# Problem requirements
All records should be reproduced verbatim.

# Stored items
* * *
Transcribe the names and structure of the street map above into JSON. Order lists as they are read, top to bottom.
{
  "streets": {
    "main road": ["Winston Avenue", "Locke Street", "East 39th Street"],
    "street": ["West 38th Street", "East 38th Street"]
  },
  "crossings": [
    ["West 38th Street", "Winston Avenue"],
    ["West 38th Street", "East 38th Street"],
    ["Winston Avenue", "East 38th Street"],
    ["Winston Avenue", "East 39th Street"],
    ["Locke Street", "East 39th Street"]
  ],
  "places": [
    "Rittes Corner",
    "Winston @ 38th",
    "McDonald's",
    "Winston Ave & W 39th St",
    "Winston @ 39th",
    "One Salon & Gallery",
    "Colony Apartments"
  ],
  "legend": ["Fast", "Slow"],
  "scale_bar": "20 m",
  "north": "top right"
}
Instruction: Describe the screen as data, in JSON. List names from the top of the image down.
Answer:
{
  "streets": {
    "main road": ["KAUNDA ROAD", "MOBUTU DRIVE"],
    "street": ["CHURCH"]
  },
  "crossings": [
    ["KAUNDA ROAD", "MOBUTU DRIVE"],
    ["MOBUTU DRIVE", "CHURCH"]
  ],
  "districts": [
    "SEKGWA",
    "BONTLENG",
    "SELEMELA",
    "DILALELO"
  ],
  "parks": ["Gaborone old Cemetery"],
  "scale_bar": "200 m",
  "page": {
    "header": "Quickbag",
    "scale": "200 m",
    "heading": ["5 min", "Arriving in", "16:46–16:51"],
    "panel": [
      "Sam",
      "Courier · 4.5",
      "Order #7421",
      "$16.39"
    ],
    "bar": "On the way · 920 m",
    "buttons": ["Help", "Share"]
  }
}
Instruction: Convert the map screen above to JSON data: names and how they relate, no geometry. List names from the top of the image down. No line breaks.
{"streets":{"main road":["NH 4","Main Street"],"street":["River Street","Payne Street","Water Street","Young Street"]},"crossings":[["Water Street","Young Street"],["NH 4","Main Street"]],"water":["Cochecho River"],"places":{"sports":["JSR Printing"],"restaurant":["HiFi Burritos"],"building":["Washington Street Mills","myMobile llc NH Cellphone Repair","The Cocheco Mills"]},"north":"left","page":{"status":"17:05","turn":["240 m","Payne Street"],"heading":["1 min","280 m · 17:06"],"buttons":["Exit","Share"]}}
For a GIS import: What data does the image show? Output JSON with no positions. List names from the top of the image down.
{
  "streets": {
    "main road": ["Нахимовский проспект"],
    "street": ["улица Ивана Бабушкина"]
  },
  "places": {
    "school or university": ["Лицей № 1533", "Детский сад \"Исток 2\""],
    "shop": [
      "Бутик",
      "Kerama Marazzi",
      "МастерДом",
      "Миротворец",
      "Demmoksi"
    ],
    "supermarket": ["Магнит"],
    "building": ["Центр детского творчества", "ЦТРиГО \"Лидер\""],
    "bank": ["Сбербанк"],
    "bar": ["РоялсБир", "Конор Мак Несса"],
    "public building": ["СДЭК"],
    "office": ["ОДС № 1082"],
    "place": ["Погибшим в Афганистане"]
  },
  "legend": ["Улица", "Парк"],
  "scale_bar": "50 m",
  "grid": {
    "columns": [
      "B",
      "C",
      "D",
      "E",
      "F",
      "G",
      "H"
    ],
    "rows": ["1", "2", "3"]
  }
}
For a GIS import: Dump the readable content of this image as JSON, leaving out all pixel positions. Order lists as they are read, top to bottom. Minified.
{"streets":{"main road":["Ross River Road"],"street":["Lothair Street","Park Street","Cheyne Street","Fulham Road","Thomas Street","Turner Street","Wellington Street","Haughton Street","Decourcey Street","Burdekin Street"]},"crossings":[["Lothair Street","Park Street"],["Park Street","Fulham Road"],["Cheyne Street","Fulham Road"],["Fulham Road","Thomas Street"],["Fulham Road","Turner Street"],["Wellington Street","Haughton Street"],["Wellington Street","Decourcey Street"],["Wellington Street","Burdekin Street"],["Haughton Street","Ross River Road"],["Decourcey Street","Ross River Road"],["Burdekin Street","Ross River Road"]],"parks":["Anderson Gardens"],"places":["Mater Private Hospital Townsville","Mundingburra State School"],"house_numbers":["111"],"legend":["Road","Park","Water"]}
* * *
# Task solution
Transcribe the names and structure of the street map above into JSON. Order lists as they are read, top to bottom.
{
  "streets": {
    "main road": ["Winston Avenue", "Locke Street", "East 39th Street"],
    "street": ["West 38th Street", "East 38th Street"]
  },
  "crossings": [
    ["West 38th Street", "Winston Avenue"],
    ["West 38th Street", "East 38th Street"],
    ["Winston Avenue", "East 38th Street"],
    ["Winston Avenue", "East 39th Street"],
    ["Locke Street", "East 39th Street"]
  ],
  "places": [
    "Rittes Corner",
    "Winston @ 38th",
    "McDonald's",
    "Winston Ave & W 39th St",
    "Winston @ 39th",
    "One Salon & Gallery",
    "Colony Apartments"
  ],
  "legend": ["Fast", "Slow"],
  "scale_bar": "20 m",
  "north": "top right"
}
Instruction: Describe the screen as data, in JSON. List names from the top of the image down.
Answer:
{
  "streets": {
    "main road": ["KAUNDA ROAD", "MOBUTU DRIVE"],
    "street": ["CHURCH"]
  },
  "crossings": [
    ["KAUNDA ROAD", "MOBUTU DRIVE"],
    ["MOBUTU DRIVE", "CHURCH"]
  ],
  "districts": [
    "SEKGWA",
    "BONTLENG",
    "SELEMELA",
    "DILALELO"
  ],
  "parks": ["Gaborone old Cemetery"],
  "scale_bar": "200 m",
  "page": {
    "header": "Quickbag",
    "scale": "200 m",
    "heading": ["5 min", "Arriving in", "16:46–16:51"],
    "panel": [
      "Sam",
      "Courier · 4.5",
      "Order #7421",
      "$16.39"
    ],
    "bar": "On the way · 920 m",
    "buttons": ["Help", "Share"]
  }
}
Instruction: Convert the map screen above to JSON data: names and how they relate, no geometry. List names from the top of the image down. No line breaks.
{"streets":{"main road":["NH 4","Main Street"],"street":["River Street","Payne Street","Water Street","Young Street"]},"crossings":[["Water Street","Young Street"],["NH 4","Main Street"]],"water":["Cochecho River"],"places":{"sports":["JSR Printing"],"restaurant":["HiFi Burritos"],"building":["Washington Street Mills","myMobile llc NH Cellphone Repair","The Cocheco Mills"]},"north":"left","page":{"status":"17:05","turn":["240 m","Payne Street"],"heading":["1 min","280 m · 17:06"],"buttons":["Exit","Share"]}}
For a GIS import: What data does the image show? Output JSON with no positions. List names from the top of the image down.
{
  "streets": {
    "main road": ["Нахимовский проспект"],
    "street": ["улица Ивана Бабушкина"]
  },
  "places": {
    "school or university": ["Лицей № 1533", "Детский сад \"Исток 2\""],
    "shop": [
      "Бутик",
      "Kerama Marazzi",
      "МастерДом",
      "Миротворец",
      "Demmoksi"
    ],
    "supermarket": ["Магнит"],
    "building": ["Центр детского творчества", "ЦТРиГО \"Лидер\""],
    "bank": ["Сбербанк"],
    "bar": ["РоялсБир", "Конор Мак Несса"],
    "public building": ["СДЭК"],
    "office": ["ОДС № 1082"],
    "place": ["Погибшим в Афганистане"]
  },
  "legend": ["Улица", "Парк"],
  "scale_bar": "50 m",
  "grid": {
    "columns": [
      "B",
      "C",
      "D",
      "E",
      "F",
      "G",
      "H"
    ],
    "rows": ["1", "2", "3"]
  }
}
For a GIS import: Dump the readable content of this image as JSON, leaving out all pixel positions. Order lists as they are read, top to bottom. Minified.
{"streets":{"main road":["Ross River Road"],"street":["Lothair Street","Park Street","Cheyne Street","Fulham Road","Thomas Street","Turner Street","Wellington Street","Haughton Street","Decourcey Street","Burdekin Street"]},"crossings":[["Lothair Street","Park Street"],["Park Street","Fulham Road"],["Cheyne Street","Fulham Road"],["Fulham Road","Thomas Street"],["Fulham Road","Turner Street"],["Wellington Street","Haughton Street"],["Wellington Street","Decourcey Street"],["Wellington Street","Burdekin Street"],["Haughton Street","Ross River Road"],["Decourcey Street","Ross River Road"],["Burdekin Street","Ross River Road"]],"parks":["Anderson Gardens"],"places":["Mater Private Hospital Townsville","Mundingburra State School"],"house_numbers":["111"],"legend":["Road","Park","Water"]}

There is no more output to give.